Mas muitos na Academia veem a Reforma de Josias como uma "evolução" de Israel rumo à monolatria, não como retorno a uma situação original. [Algumas teses vão além, e julgam a Reforma como uma reação intolerante e masculinista contra a religiosidade até então vigente.]
Margaret Barker tem de ser entendida a partir daí. Quando ela diz que consegue recuperar os principais elementos presentes no Culto do Primeiro Templo, e que o Cristianismo é um retorno a este Culto Original, ela parte do princípio de que não houve nada antes da religião henoteísta [segundo ela] dos séculos IX ao VII a.C. Não houve Páscoa, Êxodo, Monte Sinai etc.
Não seria necessário entrar em detalhes sobre a possível reconstrução que ela faz do culto do Primeiro Templo para entender que essa hipótese é inaceitável diante do ponto de vista cristão, incluindo aí o ponto de vista de alguns dos autores em cima dos quais ela vai enxergar elementos que confirmariam suas teses.
O culto do Primeiro Templo, segundo uma ótica cristã, estava degenerado desde o fim do Reinado de Salomão. Ele não prestava. Logo, a Igreja não podia ser uma recuperação daquela teologia. Tinha de ser uma superação completa e em consonância com o Sinai.
[Não digo com isso que a Reforma do Rei Josias foi uma maravilha. A interpretação é de que ela apenas adiou a Ira Divina, que teria vindo com a conquista de Israel pelos babilônios.

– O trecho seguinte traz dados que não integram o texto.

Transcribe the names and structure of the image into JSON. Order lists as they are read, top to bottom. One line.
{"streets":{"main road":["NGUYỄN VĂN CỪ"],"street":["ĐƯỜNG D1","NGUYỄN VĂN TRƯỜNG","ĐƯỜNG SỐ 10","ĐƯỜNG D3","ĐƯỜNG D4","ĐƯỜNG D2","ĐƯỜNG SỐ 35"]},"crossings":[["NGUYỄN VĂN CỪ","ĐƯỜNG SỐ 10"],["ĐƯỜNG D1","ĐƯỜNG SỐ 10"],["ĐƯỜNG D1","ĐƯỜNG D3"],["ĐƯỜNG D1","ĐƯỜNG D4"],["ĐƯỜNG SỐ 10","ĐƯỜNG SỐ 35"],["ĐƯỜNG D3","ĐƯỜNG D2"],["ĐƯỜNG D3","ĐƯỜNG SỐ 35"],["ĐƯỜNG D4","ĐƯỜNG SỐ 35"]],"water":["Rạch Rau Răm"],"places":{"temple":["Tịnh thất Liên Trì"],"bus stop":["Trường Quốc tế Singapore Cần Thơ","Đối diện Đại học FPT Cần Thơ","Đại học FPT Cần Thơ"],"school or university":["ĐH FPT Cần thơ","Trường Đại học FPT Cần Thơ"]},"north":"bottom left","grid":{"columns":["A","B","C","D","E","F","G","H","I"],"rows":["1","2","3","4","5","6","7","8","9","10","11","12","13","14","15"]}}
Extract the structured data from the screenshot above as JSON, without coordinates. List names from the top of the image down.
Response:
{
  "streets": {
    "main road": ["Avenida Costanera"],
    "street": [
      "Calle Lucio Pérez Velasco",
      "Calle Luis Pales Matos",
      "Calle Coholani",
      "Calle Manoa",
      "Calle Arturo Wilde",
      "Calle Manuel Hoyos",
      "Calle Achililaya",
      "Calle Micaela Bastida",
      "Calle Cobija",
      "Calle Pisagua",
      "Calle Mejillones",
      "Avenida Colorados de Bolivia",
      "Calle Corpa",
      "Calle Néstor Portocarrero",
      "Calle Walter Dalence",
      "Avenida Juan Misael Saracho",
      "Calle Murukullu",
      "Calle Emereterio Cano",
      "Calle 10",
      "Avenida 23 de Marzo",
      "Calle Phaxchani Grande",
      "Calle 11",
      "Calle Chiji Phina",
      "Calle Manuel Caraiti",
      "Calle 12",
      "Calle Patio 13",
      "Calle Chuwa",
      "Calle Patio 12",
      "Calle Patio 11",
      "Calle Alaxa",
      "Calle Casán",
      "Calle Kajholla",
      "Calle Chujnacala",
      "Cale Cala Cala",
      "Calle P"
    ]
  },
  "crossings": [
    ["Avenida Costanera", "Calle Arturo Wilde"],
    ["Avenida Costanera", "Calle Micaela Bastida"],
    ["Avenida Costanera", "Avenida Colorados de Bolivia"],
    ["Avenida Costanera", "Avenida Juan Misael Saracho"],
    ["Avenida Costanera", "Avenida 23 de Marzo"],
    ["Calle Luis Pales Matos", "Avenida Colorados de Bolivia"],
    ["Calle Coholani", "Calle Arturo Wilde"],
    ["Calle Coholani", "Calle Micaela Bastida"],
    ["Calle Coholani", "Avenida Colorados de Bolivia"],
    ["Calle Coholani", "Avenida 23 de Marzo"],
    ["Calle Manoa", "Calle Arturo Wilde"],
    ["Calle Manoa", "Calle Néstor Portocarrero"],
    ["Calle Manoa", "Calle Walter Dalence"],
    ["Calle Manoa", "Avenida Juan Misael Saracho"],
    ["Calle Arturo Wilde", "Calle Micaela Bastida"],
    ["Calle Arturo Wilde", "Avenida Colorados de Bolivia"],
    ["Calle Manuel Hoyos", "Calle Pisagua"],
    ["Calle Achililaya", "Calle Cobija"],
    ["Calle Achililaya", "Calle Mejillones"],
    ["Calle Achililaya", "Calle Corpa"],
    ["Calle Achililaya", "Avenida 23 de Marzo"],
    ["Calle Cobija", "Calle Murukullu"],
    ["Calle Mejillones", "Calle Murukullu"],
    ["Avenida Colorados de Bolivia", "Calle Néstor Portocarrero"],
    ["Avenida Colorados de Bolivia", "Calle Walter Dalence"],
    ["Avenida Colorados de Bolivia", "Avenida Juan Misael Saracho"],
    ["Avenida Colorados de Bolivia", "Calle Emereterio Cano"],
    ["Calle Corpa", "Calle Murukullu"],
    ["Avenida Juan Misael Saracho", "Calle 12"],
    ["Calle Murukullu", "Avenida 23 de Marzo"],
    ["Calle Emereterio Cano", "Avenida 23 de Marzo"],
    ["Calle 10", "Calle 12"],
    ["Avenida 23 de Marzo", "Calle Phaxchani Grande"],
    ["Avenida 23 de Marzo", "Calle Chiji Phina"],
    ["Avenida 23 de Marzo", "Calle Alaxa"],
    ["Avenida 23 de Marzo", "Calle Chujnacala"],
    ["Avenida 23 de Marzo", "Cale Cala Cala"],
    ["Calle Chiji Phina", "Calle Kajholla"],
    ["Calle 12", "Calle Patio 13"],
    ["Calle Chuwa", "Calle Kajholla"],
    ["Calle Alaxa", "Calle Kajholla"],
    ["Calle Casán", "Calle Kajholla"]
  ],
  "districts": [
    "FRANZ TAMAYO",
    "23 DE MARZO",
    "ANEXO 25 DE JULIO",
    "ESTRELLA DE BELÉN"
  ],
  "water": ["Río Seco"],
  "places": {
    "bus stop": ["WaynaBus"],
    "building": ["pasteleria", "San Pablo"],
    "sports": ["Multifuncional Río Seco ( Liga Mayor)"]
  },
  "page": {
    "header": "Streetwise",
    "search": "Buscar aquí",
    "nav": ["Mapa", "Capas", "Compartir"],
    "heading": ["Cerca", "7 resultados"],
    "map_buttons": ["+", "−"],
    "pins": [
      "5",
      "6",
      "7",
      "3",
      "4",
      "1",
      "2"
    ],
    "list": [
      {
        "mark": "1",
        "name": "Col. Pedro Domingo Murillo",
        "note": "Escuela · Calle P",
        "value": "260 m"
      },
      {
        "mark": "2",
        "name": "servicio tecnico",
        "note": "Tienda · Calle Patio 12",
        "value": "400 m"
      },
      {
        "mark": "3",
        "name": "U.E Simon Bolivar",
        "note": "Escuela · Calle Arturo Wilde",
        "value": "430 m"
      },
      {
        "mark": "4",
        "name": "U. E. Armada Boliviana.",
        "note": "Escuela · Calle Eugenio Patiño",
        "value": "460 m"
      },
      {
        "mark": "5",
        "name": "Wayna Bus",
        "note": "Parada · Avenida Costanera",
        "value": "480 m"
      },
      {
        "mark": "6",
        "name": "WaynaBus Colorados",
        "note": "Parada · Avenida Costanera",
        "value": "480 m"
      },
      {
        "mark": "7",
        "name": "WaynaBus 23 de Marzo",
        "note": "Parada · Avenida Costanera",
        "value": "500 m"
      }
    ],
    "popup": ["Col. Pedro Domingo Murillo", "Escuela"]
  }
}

Aliás, o topos da Reforma de Josias deixou um legado interessante do imaginário moderno, e um dia pretendo explorar este tema.]
Só que a reconstrução que Barker se dispõe a fazer do culto do Primeiro Templo tampouco pode ser levada a sério no âmbito histórico em que ela se coloca.
Os problemas metodológicos são muito evidentes. Ela pretende entender o culto do Primeiro Templo a partir de uma releitura dos próprios textos hebraicos a partir da premissa de que foram alterados [ou por vocalizações diferentes dos massoretas e/ou pelo trabalho de escribas da história deuteronômica etc.] com o propósito de esconder o tipo específico de henoteísmo que ela enxerga.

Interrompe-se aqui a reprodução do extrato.